Até que ele olhou novamente para o caminho e não viu mais a mulher, a barraqueira, e sua filha, que já o chamava de padrinho; e a mãe a dizer, padrinho por enquanto, futuro pai, sim. Finalmente aliviado, ele seguiu no rumo pretendido pelos sobrinhos, recobrando-se da palidez que o acometera e começava a preocupar sua esposa que já o aconselhava a consultar um médico, e a este insistir no pedido de uns dias de licença – com certeza o marido andava estressado de tanto trabalhar.
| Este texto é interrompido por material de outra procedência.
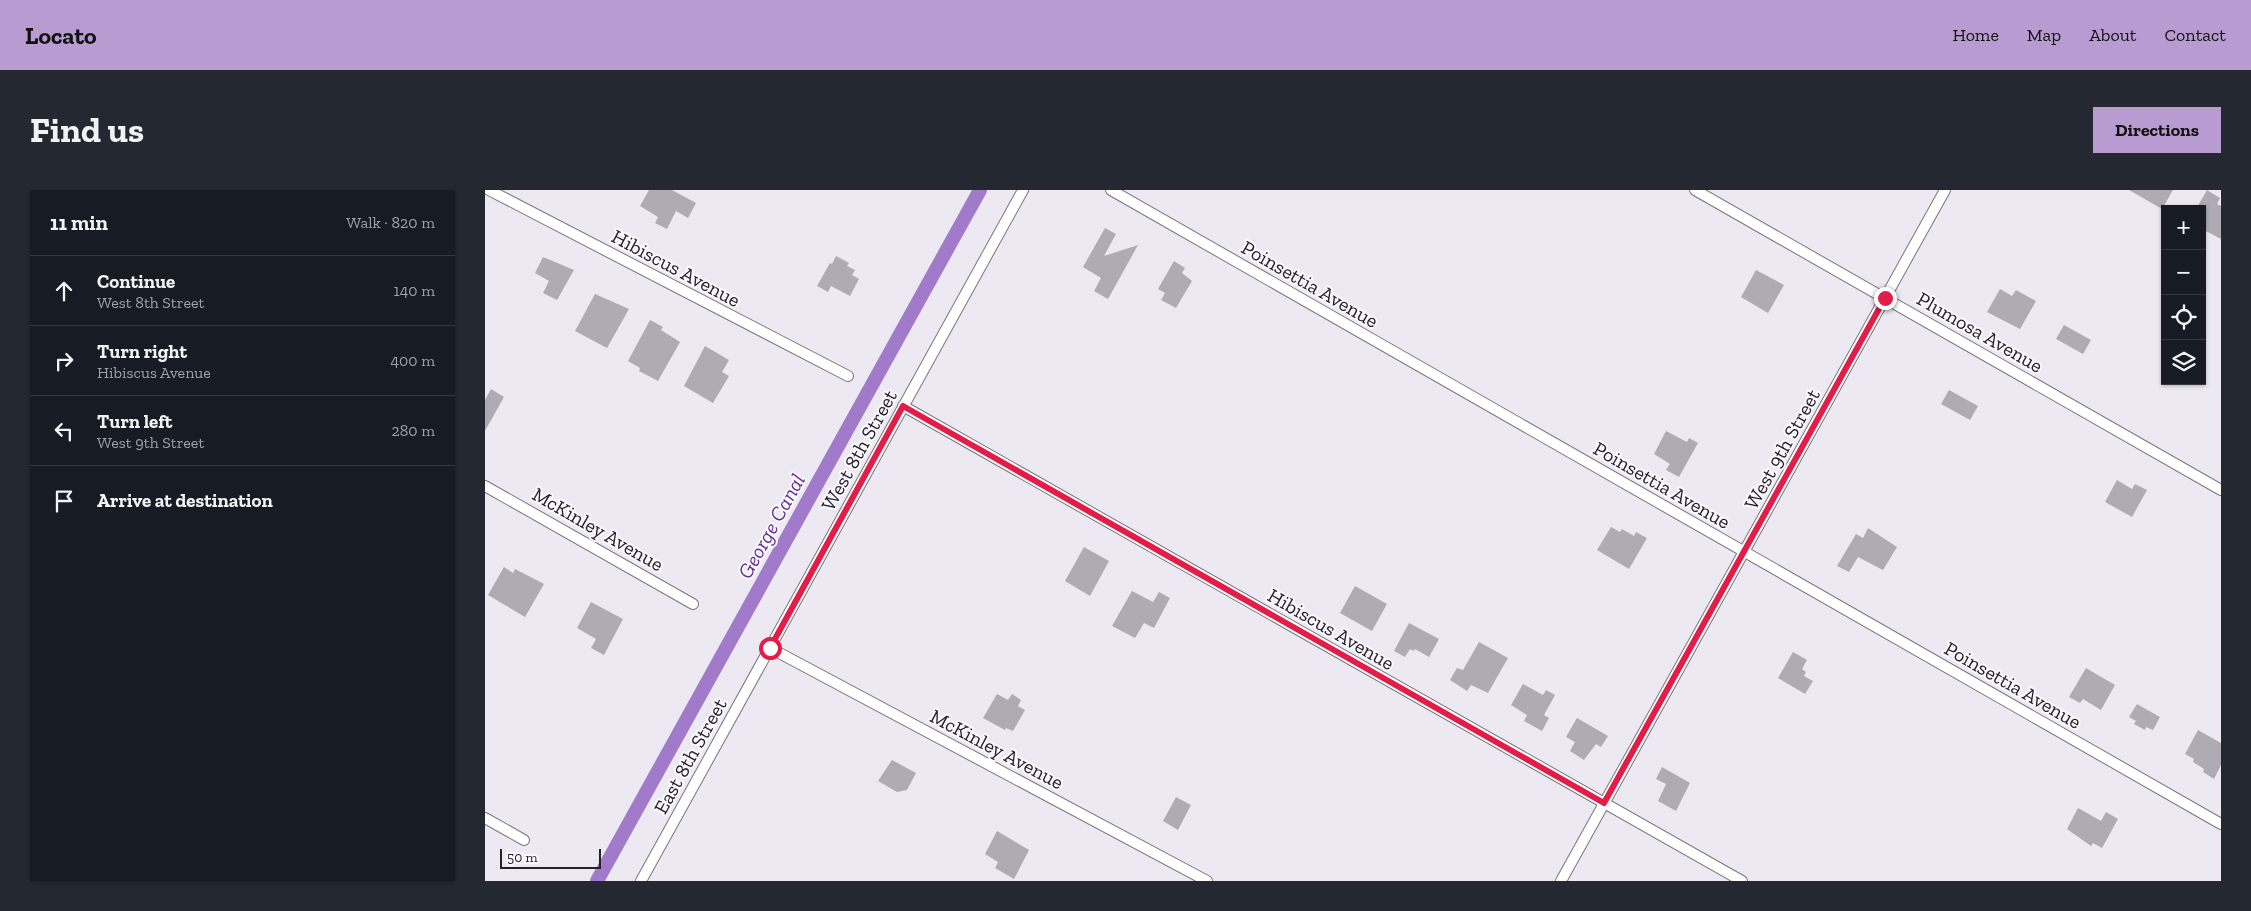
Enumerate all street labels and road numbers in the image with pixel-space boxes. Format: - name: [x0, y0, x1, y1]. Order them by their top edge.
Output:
- street label: Hibiscus Avenue: [608, 224, 744, 312]
- street label: Poinsettia Avenue: [1237, 235, 1383, 333]
- street label: Plumosa Avenue: [1913, 286, 2047, 378]
- street label: West 9th Street: [1739, 384, 1825, 513]
- street label: West 8th Street: [816, 385, 902, 515]
- street label: Poinsettia Avenue: [1589, 436, 1735, 534]
- street label: McKinley Avenue: [528, 482, 668, 576]
- street label: Hibiscus Avenue: [1263, 583, 1399, 675]
- street label: Poinsettia Avenue: [1940, 636, 2086, 734]
- street label: East 8th Street: [648, 693, 732, 818]
- street label: McKinley Avenue: [926, 704, 1068, 794]

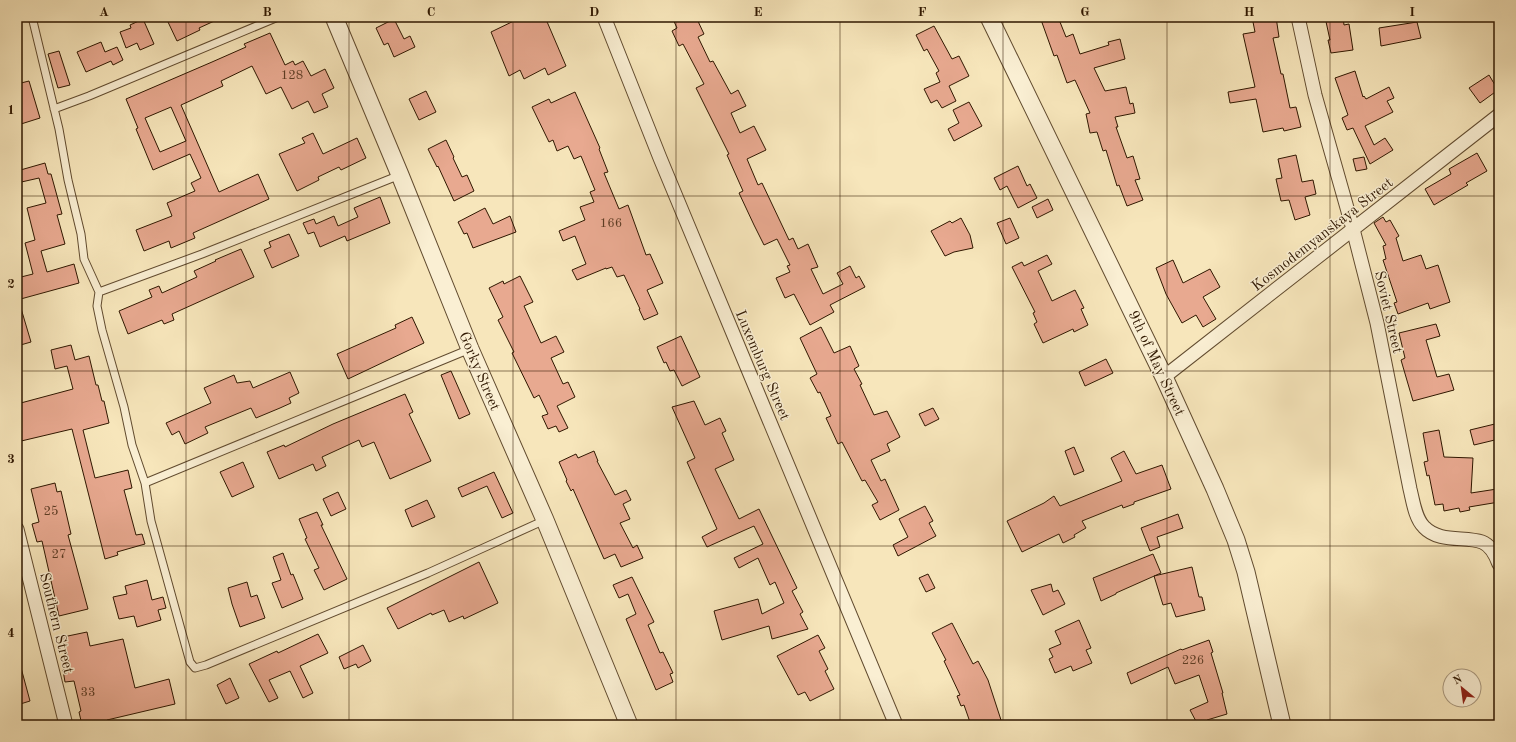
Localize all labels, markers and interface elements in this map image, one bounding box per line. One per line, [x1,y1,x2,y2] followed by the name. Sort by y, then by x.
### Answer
[99,6,109,19] text: A
[262,6,272,19] text: B
[427,6,435,19] text: C
[589,6,599,19] text: D
[754,6,763,19] text: E
[918,6,927,19] text: F
[1080,6,1090,19] text: G
[1244,6,1255,19] text: H
[1409,6,1415,19] text: I
[281,69,303,82] house number: 128
[7,104,15,117] text: 1
[1250,176,1396,295] street label: Kosmodemyanskaya Street
[600,217,622,230] house number: 166
[1371,270,1404,355] street label: Soviet Street
[7,278,15,291] text: 2
[732,308,792,423] street label: Luxemburg Street
[1125,309,1187,419] street label: 9th of May Street
[455,330,502,413] street label: Gorky Street
[7,453,15,466] text: 3
[43,505,59,518] house number: 25
[51,548,67,561] house number: 27
[36,571,75,675] street label: Southern Street
[7,627,15,640] text: 4
[1182,654,1204,667] house number: 226
[1442,668,1482,708] north arrow
[1452,673,1465,687] text: N
[80,686,96,699] house number: 33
Dias depois ele ficaria lívido novamente, em plena rua, quando da janela de um ônibus da linha via Ver-o-Peso acenou-lhe uma menina no colo de uma mulher que dirigiu também a ele um aceno. Conheces aquela mulher? Perguntou-lhe a esposa ao seu lado. Que mulher? Aquela que do ônibus acenou para ti. Não, não conheço não, está me confundindo com outra pessoa, respondeu ele subitamente pálido.

A esposa ficou intrigada. Parecia-lhe já ter visto a mulher e a cunhantã, dias atrás. Onde? Tentava lembrar.

Sim, ela recordou, vira a dita mulher e a guria no Museu Goeldi, a perguntar pelo tratador das macacas.